The tannins and phenolic compounds within the palm kernel testa contribute to its characteristics as animal feed. For example, tannins act as a defence against insect consumption and can react and bind with proteins within the kernel (Barry et al., 1989; Yu et al., 1995). Also, quinones, which result from the oxidation of phenolic compounds within the testa, form insoluble complexes with thiol and amino groups of proteins within the kernel (Pierpoint, 1969; Siebert et al., 1996; Sosulski., 1979; Vitayathil and Gupta, 1981 ). The reactions of these tannin and phenolic compounds with proteins within the kernels thus lower the availability of the proteins for intake when consumed by agricultural livestock (Griffith, 1981 ; Oh et al., 1980; Wolffram et al., 1995).

Sreedhara et al. (1992) developed a method for the removal of testa from palm kernel which involves treating the palm kernels with hydrochloric acid (HCI) at high temperatures followed by mechanical action to remove the testa. This method was employed in a subsequent study by Sreedhara and Kurup (1998) where it was found that rats that were fed palm kernel meal with the testa removed absorbed more protein compared to rats that were fed palm kernel that included the testa. Hence, protein digestibility of palm kernel meal appeared to improve with HCI treatment to remove the testa (Sreedhara and Kurup, 1998). Moftah Ben Nama (2013) found that removing the testa from palm kernel resulted in a significant decrease in the levels of anti-nutrients.

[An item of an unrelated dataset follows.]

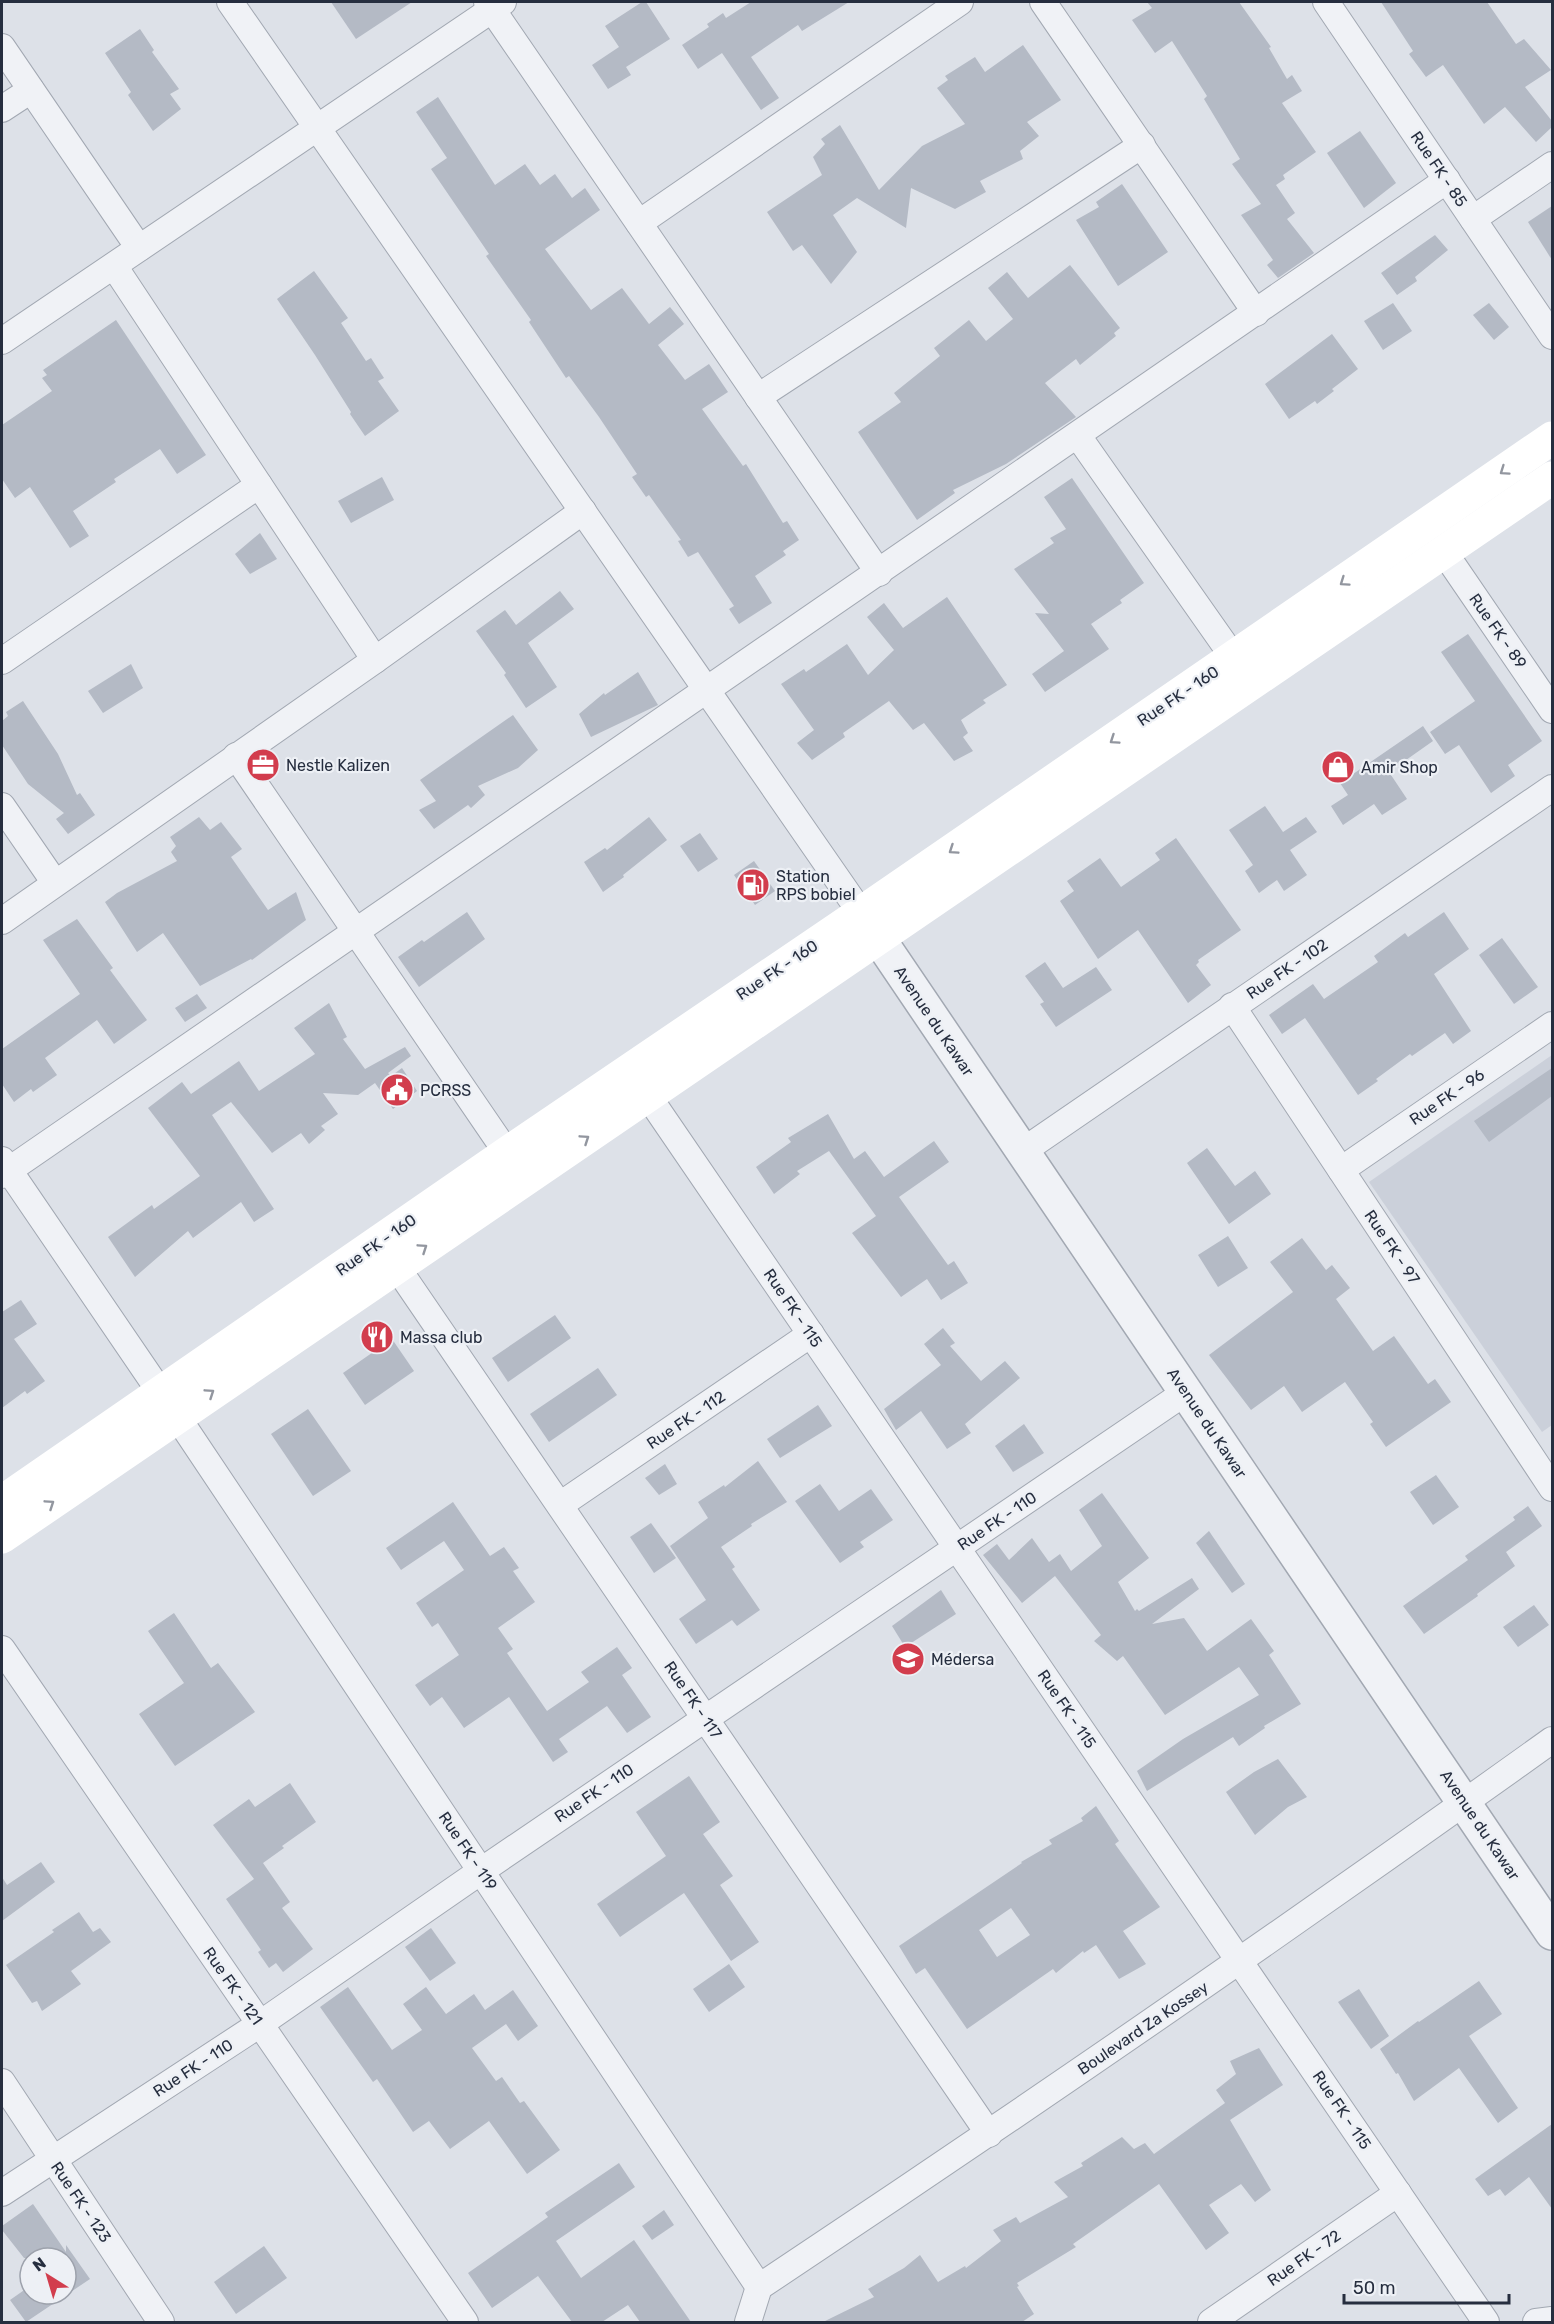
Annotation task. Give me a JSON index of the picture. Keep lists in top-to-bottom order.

Untreated palm kernels were found to possess a tannin content of 0.42 mg/g while the treated palm kernels had tannin levels that were undetectable altogether, indicating that the removal of the testa from palm kernel resulted in a virtual elimination of tannins from the palm kernels.

However, HCI is a highly corrosive acid, which poses a hazard when handling. A process for the removal of palm kernel testa which utilizes less harmful materials is therefore desirable.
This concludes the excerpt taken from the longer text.